Le ordinanze dell'Ufficio centrale per il referendum della Corte di Cassazione: appena 119.160 le firme valide presentate dai promotori
I numeri messi nero su bianca nell’ordinanza depositata il 30 novembre 2021 e firmata dal vice presidente dell’Ufficio centrale per il referendum della Corte di Cassazione certificano non solo la bocciatura del referendum anti caccia, ma anche le proporzioni.
Rispetto alle 520mila firme annunciate dai promotori, infatti, ne risultano depositate 256.274 (praticamente la metà delle 500mila necessarie per indire un referendum abrogativo). Tra l’altro, le sottoscrizioni su supporto cartaceo e digitale ritenute valide, dopo il vaglio dell’Ufficio centrale per il referendum, risultano appena 119.160.

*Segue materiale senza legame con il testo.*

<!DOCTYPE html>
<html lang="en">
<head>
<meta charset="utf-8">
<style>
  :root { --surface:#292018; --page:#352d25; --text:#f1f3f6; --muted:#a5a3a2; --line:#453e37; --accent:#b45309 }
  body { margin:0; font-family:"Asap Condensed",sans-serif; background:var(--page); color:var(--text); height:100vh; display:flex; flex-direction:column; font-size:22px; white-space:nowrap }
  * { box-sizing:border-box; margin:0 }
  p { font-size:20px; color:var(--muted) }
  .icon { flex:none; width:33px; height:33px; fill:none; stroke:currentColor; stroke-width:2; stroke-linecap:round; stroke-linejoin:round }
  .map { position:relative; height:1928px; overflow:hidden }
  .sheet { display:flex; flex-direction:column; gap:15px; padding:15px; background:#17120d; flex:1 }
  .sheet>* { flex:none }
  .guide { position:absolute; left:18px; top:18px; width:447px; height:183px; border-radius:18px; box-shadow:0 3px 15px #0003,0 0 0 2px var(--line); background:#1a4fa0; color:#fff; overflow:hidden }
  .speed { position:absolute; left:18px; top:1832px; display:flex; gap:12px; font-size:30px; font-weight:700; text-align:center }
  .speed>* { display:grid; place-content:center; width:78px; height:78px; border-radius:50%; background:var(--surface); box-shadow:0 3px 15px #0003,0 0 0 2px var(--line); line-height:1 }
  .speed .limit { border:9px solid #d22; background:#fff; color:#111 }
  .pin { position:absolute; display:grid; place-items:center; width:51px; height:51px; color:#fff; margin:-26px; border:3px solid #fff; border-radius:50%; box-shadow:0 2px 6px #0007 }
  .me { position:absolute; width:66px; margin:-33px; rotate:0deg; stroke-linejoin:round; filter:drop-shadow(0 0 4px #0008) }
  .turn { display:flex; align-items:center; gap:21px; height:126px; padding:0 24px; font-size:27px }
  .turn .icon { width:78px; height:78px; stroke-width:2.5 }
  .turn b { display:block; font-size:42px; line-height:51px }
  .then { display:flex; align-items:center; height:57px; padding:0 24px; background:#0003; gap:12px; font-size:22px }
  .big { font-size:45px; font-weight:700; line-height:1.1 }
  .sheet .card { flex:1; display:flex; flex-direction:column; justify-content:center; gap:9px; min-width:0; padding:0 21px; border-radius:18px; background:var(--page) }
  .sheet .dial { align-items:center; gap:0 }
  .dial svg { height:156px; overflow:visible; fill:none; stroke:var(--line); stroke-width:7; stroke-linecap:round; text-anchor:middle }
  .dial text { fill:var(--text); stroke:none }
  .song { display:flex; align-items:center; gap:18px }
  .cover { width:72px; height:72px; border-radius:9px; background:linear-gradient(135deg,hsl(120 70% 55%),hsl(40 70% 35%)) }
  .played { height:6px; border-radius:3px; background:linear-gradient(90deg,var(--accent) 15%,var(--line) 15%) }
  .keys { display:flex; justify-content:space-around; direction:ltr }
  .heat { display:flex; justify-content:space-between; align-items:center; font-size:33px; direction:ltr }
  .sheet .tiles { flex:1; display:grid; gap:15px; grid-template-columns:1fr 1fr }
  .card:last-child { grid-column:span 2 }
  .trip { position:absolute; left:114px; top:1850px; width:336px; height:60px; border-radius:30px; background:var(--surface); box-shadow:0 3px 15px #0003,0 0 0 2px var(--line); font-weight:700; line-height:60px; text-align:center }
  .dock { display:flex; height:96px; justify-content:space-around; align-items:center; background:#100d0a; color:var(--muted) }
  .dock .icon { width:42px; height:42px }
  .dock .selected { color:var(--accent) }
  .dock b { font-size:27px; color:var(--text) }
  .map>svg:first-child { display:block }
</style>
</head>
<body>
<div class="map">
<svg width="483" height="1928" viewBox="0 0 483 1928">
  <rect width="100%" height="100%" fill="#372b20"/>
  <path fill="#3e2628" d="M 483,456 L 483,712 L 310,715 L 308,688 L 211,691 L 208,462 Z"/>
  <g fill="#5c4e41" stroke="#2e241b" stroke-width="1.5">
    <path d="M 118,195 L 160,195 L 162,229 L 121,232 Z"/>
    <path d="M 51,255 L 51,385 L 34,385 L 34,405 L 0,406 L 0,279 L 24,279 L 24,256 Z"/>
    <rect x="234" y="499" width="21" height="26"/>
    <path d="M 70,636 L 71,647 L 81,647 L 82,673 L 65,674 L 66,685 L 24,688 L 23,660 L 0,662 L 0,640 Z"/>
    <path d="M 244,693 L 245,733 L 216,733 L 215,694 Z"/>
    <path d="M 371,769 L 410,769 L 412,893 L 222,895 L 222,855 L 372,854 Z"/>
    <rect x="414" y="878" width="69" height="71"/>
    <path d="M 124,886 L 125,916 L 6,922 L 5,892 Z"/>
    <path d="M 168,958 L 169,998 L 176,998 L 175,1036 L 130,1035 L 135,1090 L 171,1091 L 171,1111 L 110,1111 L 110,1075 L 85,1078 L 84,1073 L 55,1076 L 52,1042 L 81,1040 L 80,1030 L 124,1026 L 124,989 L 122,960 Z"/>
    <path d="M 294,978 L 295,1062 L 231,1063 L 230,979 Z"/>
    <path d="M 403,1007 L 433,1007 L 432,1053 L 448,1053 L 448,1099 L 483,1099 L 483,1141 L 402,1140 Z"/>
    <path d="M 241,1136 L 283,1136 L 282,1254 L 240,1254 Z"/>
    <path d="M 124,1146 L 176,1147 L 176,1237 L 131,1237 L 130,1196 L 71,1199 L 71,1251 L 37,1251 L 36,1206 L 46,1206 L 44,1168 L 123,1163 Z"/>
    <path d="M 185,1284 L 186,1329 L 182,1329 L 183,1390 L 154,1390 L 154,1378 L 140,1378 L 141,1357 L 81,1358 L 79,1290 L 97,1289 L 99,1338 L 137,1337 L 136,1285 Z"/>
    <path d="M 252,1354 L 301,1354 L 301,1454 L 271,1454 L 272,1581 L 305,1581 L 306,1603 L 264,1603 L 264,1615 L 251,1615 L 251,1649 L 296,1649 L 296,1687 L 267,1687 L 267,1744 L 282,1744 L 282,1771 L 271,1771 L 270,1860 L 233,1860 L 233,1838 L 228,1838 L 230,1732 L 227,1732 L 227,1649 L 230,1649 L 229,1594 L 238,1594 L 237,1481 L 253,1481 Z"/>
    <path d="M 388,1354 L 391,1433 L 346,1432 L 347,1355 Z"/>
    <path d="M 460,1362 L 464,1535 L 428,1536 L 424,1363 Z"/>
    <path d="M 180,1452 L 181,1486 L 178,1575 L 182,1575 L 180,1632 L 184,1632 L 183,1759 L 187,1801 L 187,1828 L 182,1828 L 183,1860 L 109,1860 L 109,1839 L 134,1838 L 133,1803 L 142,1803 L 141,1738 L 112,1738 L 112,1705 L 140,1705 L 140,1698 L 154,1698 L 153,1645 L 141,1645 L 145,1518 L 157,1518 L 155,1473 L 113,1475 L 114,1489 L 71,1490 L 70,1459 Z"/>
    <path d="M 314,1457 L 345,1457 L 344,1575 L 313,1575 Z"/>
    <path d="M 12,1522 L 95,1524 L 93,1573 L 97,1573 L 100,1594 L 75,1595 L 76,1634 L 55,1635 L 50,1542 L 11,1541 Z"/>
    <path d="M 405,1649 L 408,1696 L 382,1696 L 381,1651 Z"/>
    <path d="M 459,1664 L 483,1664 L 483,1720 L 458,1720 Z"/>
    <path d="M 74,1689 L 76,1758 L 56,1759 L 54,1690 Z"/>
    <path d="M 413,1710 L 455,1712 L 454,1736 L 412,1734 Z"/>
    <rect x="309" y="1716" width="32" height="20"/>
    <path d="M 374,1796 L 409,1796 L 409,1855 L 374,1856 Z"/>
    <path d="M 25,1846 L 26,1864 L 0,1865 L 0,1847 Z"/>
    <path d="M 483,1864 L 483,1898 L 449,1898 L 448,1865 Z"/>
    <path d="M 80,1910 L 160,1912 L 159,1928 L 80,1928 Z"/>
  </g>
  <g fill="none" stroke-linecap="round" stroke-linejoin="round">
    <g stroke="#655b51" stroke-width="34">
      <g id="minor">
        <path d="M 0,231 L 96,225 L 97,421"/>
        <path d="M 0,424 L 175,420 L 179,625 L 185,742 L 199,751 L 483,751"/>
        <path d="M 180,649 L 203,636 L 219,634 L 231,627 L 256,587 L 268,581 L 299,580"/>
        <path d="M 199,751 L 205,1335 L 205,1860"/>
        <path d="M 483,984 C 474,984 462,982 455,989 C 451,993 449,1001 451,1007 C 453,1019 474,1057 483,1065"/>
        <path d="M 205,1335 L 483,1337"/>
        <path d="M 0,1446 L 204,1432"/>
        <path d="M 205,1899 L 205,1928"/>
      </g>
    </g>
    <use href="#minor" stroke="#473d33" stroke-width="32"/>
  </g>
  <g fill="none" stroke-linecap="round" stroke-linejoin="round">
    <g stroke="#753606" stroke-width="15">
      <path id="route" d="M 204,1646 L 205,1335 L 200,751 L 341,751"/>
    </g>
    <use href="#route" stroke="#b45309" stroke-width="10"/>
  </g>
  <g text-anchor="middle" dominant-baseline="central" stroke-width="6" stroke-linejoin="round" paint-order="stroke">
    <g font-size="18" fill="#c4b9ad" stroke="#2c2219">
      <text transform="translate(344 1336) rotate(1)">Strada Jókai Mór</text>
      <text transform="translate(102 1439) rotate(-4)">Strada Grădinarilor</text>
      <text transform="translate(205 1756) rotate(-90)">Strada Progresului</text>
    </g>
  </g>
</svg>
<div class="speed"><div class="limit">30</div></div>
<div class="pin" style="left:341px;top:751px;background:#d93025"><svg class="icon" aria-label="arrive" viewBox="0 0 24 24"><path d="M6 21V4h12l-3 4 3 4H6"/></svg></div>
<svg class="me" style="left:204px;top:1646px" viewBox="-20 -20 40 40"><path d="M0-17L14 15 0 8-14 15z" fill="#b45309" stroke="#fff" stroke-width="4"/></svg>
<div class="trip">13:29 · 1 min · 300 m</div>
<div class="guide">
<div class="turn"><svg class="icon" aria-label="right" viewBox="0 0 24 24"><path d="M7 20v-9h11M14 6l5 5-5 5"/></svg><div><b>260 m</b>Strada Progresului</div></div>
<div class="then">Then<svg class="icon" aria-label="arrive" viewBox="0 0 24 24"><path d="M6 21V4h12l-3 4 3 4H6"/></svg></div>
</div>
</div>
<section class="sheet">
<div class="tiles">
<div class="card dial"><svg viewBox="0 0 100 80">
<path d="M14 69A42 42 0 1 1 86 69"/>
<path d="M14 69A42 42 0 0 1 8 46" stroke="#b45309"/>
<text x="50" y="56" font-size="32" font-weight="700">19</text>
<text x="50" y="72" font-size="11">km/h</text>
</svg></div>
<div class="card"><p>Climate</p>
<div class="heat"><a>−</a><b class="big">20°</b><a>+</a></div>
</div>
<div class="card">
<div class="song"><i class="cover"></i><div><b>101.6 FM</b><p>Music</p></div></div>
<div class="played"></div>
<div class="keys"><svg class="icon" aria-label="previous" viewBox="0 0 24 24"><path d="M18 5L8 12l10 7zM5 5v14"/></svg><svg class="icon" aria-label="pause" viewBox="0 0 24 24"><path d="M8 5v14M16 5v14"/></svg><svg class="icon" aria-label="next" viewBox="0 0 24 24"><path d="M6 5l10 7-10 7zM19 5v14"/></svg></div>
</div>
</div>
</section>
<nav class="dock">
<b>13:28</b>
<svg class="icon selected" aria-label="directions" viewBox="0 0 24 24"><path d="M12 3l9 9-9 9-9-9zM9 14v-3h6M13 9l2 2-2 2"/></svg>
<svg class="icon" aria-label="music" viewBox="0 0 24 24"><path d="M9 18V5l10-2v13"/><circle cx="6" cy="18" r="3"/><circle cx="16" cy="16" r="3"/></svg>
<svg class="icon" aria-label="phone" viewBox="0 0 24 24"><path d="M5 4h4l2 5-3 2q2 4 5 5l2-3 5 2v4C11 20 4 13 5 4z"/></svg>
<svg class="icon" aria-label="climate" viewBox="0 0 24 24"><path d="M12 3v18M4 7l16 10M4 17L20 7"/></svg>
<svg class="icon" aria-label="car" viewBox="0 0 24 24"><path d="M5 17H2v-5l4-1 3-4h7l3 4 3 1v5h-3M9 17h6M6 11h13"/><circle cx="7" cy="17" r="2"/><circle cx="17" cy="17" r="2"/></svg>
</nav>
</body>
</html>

Le altre firme non sarebbero bastate
I promotori del referendum hanno presentato ulteriore documentazione il 19 novembre, fuori tempo massimo (il termine ultimo era il 10 novembre). Tra l’altro, numeri alla mano, nemmeno sarebbero bastate per raggiungere la soglia delle 500mila firme le altre 22.681 depositate il 19 novembre, per le quali era stata richiesta la proroga, non concessa. E questo, anche ammettendo che fossero valide.
La richiesta di proroga dei promotori
Come si legge nell’ordinanza emessa dallo stesso Ufficio e depositata il 9 novembre, i promotori del referendum avevano portato il 30 ottobre alla cancelleria della Corte di Cassazione di Roma 49 scatole di documenti, dichiarando che si trattava di 520mila firme raccolte a sostegno del referendum abrogativo. Allegando però anche una richiesta di differimento della consegna dei certificati elettorali, lamentando il ritardo di molti Comuni nel metterle a disposizione.
Gli esposti dei cacciatori
Ma in data 28 e 29 novembre erano giunti gli esposti di Anuu, Arci Caccia, Libera Caccia, Enalcaccia, Federcaccia ed Ente produttori selvaggina che diffidavano dal concedere ulteriori proroghe, rispetto a quelle già concesse a causa dell’emergenza Covid. Istanza, quella dei cacciatori, accolta dalla Cassazione con l’ordinanza, appunto, del 9 novembre.
Un flop che è anche il risultato della spaccatura del mondo animalista, con la proposta referendaria che non è stata appoggiata dalle principali associazioni ambientaliste.
La class action
E tra i cacciatori c’è anche chi ha dato mandato ai propri legali di verificare la possibilità di chiedere risarcimenti danni attraverso una class action.